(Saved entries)
──────

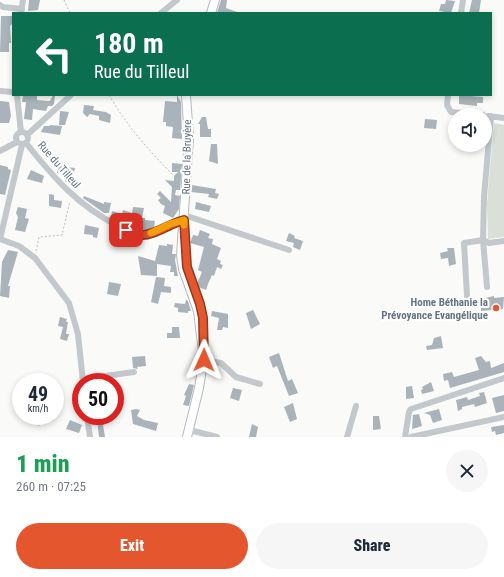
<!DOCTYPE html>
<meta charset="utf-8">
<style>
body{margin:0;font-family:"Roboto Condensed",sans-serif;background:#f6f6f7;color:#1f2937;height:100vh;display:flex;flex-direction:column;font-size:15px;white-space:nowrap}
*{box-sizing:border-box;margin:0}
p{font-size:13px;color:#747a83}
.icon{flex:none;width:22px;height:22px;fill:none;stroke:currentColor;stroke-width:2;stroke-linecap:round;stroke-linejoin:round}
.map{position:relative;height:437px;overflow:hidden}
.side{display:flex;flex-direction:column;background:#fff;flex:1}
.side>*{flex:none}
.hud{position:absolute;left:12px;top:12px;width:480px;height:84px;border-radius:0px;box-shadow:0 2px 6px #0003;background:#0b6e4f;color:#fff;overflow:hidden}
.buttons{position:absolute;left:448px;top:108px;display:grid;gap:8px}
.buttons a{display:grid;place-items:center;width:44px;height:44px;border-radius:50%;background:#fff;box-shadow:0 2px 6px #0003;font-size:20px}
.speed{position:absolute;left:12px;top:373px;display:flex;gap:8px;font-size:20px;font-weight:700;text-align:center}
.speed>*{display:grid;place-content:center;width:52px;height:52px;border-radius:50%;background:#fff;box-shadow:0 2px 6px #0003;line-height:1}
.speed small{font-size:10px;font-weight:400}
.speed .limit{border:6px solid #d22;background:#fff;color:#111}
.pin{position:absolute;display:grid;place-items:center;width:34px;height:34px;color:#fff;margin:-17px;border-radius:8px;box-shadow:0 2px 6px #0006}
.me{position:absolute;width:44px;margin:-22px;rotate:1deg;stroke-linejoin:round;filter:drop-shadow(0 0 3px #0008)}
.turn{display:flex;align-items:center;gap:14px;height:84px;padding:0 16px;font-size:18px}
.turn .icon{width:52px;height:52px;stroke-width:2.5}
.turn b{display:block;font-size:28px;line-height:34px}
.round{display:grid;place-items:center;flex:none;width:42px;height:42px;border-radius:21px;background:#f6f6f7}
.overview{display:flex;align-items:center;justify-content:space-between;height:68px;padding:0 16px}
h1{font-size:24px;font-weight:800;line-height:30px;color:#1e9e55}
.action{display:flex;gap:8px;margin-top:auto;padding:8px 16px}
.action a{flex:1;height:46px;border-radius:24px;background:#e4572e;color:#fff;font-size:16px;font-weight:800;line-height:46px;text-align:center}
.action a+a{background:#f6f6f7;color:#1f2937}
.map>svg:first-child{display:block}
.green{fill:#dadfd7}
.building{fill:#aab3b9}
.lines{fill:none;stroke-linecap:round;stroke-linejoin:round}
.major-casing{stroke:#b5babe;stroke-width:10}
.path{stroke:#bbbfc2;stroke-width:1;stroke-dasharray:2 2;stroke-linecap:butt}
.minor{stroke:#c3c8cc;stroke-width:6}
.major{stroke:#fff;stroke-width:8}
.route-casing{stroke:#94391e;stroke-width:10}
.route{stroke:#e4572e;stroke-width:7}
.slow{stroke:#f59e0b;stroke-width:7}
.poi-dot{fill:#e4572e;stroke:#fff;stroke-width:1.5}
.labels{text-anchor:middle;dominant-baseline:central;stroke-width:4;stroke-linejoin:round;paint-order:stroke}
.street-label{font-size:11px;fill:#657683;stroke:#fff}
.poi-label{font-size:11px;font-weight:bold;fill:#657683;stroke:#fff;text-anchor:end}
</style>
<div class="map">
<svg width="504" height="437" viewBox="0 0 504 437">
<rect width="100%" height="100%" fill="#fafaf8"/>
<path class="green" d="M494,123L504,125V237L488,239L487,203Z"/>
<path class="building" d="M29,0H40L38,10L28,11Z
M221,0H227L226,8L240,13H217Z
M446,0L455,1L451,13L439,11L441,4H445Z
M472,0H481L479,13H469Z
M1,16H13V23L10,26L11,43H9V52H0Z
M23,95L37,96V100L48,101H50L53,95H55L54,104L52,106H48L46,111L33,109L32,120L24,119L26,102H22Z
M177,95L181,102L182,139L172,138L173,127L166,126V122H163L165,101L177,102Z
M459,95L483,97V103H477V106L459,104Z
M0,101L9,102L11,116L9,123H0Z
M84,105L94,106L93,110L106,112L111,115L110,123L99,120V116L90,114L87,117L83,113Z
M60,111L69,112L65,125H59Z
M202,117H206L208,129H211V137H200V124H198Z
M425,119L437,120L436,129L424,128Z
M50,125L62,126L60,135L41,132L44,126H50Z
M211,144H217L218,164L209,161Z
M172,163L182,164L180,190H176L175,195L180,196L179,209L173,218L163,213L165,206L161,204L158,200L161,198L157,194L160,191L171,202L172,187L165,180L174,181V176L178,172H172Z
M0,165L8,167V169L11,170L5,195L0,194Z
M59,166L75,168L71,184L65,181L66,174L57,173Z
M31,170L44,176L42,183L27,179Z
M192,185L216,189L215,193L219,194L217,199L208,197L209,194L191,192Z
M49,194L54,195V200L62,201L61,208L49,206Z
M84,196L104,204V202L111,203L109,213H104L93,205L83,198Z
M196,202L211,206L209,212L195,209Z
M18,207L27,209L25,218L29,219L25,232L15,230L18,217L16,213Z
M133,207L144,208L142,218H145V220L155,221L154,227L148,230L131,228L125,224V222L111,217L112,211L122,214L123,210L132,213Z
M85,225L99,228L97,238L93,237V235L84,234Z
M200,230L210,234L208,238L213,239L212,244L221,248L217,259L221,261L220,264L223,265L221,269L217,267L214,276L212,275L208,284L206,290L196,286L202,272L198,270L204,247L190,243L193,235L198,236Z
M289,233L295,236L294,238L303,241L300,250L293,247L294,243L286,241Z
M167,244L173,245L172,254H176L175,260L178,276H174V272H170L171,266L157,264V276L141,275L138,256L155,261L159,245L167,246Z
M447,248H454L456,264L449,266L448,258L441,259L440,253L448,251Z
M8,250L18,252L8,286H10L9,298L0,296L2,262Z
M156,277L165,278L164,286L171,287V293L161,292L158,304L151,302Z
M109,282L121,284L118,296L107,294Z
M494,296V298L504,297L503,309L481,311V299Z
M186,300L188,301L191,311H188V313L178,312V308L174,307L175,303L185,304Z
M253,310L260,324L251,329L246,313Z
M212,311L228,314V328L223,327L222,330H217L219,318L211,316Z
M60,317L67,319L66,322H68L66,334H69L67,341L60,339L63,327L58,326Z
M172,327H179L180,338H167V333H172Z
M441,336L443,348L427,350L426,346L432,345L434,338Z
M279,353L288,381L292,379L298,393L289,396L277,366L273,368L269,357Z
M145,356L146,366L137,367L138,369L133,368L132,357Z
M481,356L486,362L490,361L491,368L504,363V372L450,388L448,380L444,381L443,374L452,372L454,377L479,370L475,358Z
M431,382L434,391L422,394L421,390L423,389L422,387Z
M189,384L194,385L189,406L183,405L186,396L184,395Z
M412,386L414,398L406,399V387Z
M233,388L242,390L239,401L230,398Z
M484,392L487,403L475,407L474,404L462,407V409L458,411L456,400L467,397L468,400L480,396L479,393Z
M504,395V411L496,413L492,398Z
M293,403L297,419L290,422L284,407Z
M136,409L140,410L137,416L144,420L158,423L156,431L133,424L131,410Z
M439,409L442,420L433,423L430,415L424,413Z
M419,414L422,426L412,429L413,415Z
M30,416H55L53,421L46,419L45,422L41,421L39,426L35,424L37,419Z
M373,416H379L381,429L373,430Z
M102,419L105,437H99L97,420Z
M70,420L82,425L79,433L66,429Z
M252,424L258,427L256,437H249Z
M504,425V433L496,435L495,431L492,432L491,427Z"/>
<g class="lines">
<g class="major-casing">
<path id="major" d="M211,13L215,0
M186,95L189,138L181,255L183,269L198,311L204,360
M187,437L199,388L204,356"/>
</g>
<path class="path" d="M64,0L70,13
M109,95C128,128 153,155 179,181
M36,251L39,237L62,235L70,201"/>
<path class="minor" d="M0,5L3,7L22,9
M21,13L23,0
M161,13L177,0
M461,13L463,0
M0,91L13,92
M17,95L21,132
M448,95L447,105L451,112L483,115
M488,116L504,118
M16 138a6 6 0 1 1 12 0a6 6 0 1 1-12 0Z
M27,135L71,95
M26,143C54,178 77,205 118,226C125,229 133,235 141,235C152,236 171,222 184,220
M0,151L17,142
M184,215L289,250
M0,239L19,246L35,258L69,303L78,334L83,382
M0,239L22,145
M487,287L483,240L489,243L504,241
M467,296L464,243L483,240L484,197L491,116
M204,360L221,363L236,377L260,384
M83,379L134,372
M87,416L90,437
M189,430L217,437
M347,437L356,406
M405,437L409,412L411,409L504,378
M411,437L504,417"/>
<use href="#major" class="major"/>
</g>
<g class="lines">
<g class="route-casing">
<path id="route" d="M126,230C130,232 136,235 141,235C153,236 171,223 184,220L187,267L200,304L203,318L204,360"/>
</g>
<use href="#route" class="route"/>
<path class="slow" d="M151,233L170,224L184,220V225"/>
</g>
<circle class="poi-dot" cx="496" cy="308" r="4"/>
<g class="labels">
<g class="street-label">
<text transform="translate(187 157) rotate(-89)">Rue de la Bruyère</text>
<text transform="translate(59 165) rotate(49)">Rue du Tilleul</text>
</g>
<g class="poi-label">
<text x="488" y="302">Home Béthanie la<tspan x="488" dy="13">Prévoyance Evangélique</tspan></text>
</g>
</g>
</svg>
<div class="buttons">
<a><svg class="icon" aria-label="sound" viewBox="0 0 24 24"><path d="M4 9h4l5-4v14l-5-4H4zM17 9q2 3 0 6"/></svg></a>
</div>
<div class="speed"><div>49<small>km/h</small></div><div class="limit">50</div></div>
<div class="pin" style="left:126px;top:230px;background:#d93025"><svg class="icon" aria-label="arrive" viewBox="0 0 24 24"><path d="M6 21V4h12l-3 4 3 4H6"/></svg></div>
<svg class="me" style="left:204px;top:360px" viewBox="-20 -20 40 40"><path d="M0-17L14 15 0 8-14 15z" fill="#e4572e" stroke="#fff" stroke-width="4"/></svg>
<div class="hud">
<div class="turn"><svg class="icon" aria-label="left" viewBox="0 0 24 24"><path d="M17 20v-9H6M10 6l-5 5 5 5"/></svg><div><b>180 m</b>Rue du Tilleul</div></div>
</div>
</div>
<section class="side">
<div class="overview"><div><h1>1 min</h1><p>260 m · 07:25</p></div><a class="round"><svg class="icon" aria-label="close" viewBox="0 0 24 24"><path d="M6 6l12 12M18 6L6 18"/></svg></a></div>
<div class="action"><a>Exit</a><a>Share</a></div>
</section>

──────

**PROBLEM DESCRIPTION**
The required output is every line above that contains the string "absolute".

**TASK RESULT**
.hud{position:absolute;left:12px;top:12px;width:480px;height:84px;border-radius:0px;box-shadow:0 2px 6px #0003;background:#0b6e4f;color:#fff;overflow:hidden}
.buttons{position:absolute;left:448px;top:108px;display:grid;gap:8px}
.speed{position:absolute;left:12px;top:373px;display:flex;gap:8px;font-size:20px;font-weight:700;text-align:center}
.pin{position:absolute;display:grid;place-items:center;width:34px;height:34px;color:#fff;margin:-17px;border-radius:8px;box-shadow:0 2px 6px #0006}
.me{position:absolute;width:44px;margin:-22px;rotate:1deg;stroke-linejoin:round;filter:drop-shadow(0 0 3px #0008)}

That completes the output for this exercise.